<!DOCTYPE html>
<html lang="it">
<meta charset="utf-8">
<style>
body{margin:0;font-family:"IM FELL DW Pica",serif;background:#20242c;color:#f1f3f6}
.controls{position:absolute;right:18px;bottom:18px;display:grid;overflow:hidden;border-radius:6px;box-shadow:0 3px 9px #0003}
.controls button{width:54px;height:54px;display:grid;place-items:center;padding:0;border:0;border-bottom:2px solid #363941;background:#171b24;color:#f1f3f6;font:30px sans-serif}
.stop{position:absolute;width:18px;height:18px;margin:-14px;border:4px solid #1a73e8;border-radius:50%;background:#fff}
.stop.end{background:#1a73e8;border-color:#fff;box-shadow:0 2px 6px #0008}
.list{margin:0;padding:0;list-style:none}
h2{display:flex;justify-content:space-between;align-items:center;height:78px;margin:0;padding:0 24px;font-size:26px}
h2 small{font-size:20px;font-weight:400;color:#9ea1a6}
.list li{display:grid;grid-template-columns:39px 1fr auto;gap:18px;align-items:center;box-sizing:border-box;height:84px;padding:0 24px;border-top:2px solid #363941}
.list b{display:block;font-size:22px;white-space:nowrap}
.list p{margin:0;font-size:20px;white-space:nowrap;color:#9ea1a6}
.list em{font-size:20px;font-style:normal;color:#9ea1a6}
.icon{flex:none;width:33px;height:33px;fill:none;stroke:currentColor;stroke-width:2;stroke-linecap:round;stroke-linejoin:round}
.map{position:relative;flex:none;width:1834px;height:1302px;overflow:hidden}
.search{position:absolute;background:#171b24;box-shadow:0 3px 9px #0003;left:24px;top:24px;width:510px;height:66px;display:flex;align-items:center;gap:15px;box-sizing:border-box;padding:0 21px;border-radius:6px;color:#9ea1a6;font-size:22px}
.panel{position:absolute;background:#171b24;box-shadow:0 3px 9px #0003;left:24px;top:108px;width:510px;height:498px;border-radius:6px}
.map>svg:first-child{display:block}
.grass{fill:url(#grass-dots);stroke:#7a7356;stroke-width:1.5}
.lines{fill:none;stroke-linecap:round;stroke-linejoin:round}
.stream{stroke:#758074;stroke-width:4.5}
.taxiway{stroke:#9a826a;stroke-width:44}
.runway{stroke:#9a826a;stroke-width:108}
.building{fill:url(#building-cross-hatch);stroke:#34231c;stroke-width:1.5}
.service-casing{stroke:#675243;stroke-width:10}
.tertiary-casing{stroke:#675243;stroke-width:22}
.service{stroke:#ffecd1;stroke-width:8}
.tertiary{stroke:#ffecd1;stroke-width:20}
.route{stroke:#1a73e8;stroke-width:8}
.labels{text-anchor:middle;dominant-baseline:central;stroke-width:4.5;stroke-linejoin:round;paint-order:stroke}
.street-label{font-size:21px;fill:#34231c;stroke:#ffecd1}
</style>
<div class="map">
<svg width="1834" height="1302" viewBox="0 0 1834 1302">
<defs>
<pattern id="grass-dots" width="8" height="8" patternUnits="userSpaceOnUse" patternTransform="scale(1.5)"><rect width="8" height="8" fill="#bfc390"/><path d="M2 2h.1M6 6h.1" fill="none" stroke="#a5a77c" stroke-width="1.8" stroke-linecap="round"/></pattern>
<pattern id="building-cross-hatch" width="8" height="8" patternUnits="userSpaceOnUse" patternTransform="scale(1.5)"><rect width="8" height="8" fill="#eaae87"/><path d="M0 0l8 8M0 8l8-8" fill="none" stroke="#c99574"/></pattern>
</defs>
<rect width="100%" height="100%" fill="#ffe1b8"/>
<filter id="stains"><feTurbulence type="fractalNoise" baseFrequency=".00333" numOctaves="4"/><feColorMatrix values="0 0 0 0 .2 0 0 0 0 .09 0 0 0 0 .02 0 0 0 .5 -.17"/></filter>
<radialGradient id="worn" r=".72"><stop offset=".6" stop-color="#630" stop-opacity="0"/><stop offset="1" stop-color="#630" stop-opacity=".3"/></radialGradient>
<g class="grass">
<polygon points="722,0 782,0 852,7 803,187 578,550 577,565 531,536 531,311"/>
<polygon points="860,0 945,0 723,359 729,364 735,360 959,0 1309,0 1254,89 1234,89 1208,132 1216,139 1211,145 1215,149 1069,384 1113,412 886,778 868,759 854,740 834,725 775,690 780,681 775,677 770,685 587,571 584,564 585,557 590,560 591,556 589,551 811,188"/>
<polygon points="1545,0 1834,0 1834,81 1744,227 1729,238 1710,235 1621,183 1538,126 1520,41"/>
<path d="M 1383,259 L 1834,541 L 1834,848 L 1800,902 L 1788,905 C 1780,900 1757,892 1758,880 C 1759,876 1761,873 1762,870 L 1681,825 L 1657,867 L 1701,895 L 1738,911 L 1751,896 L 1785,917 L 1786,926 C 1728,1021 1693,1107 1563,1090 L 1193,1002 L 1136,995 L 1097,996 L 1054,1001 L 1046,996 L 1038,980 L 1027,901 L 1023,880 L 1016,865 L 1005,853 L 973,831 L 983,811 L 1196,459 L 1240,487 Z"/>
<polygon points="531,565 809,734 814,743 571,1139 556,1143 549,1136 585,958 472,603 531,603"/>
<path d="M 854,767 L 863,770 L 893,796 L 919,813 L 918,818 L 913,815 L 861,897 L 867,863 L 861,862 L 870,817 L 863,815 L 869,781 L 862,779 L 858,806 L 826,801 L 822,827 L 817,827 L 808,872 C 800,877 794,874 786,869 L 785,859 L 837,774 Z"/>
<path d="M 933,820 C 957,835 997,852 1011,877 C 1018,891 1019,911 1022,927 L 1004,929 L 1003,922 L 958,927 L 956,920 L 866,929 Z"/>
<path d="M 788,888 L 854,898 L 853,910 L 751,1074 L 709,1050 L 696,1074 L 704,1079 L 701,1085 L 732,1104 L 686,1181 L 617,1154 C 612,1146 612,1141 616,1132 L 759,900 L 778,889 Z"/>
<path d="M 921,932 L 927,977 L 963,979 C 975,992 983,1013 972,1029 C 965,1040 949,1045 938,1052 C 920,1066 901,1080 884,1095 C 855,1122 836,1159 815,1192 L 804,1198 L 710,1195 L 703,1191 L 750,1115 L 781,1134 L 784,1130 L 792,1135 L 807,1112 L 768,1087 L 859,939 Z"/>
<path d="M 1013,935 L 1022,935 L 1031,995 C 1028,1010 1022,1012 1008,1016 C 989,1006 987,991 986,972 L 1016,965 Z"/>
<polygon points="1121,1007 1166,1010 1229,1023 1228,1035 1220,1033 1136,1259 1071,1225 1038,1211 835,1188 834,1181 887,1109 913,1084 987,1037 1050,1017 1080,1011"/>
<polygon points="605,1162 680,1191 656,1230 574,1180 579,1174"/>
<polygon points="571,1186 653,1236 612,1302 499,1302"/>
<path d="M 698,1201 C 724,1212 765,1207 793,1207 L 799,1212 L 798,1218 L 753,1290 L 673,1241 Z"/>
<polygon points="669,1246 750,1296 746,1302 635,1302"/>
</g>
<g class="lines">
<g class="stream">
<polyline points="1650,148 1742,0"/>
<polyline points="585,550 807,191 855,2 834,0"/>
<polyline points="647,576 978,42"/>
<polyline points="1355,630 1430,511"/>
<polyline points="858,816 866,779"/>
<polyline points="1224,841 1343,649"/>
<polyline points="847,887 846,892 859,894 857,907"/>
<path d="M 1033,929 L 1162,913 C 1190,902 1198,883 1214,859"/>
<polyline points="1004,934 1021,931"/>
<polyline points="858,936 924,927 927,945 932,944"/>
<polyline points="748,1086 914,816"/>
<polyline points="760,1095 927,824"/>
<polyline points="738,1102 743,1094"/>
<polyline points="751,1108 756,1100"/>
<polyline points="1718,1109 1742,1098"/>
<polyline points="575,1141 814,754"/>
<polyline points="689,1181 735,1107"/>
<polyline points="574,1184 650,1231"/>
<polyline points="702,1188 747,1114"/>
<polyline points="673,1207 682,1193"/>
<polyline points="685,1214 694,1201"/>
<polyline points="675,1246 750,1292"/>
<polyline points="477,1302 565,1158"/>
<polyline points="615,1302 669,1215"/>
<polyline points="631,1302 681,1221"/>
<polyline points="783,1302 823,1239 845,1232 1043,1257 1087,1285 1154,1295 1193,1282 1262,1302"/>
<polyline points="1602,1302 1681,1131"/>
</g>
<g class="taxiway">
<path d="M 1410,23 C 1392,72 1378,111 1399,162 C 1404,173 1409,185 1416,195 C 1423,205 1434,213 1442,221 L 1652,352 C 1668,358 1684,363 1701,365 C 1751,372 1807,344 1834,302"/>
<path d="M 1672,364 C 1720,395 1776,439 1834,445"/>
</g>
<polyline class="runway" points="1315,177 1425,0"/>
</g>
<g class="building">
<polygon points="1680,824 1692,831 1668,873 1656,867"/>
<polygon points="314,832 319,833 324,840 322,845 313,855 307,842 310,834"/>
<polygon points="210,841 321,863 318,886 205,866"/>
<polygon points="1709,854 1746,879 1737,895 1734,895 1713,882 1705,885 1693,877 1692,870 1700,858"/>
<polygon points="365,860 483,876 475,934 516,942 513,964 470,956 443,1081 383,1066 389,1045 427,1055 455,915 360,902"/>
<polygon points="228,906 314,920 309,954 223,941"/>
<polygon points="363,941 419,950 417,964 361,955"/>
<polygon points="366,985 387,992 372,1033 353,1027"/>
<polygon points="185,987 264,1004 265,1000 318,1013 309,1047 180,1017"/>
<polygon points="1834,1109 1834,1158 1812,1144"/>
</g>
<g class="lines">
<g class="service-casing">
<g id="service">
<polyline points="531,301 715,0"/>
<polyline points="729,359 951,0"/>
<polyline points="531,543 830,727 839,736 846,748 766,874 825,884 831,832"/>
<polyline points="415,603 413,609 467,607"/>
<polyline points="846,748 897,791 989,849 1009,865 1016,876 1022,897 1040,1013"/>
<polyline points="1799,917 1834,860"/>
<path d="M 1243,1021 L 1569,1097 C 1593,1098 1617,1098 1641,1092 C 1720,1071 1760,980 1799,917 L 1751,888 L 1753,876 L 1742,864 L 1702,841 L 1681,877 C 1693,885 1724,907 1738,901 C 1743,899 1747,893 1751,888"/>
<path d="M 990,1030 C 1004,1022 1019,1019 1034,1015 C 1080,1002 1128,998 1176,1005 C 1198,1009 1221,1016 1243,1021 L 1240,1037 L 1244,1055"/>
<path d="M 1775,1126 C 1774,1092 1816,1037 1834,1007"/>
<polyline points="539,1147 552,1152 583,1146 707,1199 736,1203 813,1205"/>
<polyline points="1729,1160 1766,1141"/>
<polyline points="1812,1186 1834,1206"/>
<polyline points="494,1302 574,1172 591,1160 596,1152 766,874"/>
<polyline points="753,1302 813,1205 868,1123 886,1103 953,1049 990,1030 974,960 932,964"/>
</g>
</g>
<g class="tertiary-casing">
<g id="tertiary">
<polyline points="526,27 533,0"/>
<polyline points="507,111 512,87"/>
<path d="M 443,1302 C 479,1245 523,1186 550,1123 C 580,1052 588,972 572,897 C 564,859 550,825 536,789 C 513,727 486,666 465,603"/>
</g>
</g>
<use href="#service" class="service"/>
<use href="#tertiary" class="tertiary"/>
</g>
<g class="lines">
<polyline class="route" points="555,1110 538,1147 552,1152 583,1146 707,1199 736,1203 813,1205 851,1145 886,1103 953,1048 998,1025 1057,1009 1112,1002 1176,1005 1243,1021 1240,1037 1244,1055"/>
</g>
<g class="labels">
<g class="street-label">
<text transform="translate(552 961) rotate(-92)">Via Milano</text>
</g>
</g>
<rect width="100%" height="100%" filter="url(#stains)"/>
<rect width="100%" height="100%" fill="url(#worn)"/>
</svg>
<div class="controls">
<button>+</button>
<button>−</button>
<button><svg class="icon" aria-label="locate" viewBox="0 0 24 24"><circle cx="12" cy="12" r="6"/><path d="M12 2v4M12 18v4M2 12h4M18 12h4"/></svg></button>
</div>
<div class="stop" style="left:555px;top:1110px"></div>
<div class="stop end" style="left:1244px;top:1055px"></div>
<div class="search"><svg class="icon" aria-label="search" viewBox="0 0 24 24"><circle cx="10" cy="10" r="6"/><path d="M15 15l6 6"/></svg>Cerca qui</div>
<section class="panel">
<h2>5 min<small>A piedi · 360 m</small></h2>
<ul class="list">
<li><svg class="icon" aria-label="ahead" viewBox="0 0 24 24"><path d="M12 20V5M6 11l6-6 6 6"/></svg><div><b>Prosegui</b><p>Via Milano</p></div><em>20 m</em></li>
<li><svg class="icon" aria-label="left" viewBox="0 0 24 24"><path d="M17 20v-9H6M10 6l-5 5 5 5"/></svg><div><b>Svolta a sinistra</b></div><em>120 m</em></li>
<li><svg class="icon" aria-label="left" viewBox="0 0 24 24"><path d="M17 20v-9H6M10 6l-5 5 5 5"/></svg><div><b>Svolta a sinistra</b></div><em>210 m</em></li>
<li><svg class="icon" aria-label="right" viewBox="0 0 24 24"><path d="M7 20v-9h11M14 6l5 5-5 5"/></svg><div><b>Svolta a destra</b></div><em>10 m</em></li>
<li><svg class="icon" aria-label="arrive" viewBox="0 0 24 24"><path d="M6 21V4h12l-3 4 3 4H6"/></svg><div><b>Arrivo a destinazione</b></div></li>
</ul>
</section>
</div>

WHAT THE EXERCISE ASKS
Here the output must be the lines above from the line with "782,0 852,7 803,187" to the line with "933,820 C 957,835", both included, duplicated word for word and nothing else.

REPLY TO THE TASK
<polygon points="722,0 782,0 852,7 803,187 578,550 577,565 531,536 531,311"/>
<polygon points="860,0 945,0 723,359 729,364 735,360 959,0 1309,0 1254,89 1234,89 1208,132 1216,139 1211,145 1215,149 1069,384 1113,412 886,778 868,759 854,740 834,725 775,690 780,681 775,677 770,685 587,571 584,564 585,557 590,560 591,556 589,551 811,188"/>
<polygon points="1545,0 1834,0 1834,81 1744,227 1729,238 1710,235 1621,183 1538,126 1520,41"/>
<path d="M 1383,259 L 1834,541 L 1834,848 L 1800,902 L 1788,905 C 1780,900 1757,892 1758,880 C 1759,876 1761,873 1762,870 L 1681,825 L 1657,867 L 1701,895 L 1738,911 L 1751,896 L 1785,917 L 1786,926 C 1728,1021 1693,1107 1563,1090 L 1193,1002 L 1136,995 L 1097,996 L 1054,1001 L 1046,996 L 1038,980 L 1027,901 L 1023,880 L 1016,865 L 1005,853 L 973,831 L 983,811 L 1196,459 L 1240,487 Z"/>
<polygon points="531,565 809,734 814,743 571,1139 556,1143 549,1136 585,958 472,603 531,603"/>
<path d="M 854,767 L 863,770 L 893,796 L 919,813 L 918,818 L 913,815 L 861,897 L 867,863 L 861,862 L 870,817 L 863,815 L 869,781 L 862,779 L 858,806 L 826,801 L 822,827 L 817,827 L 808,872 C 800,877 794,874 786,869 L 785,859 L 837,774 Z"/>
<path d="M 933,820 C 957,835 997,852 1011,877 C 1018,891 1019,911 1022,927 L 1004,929 L 1003,922 L 958,927 L 956,920 L 866,929 Z"/>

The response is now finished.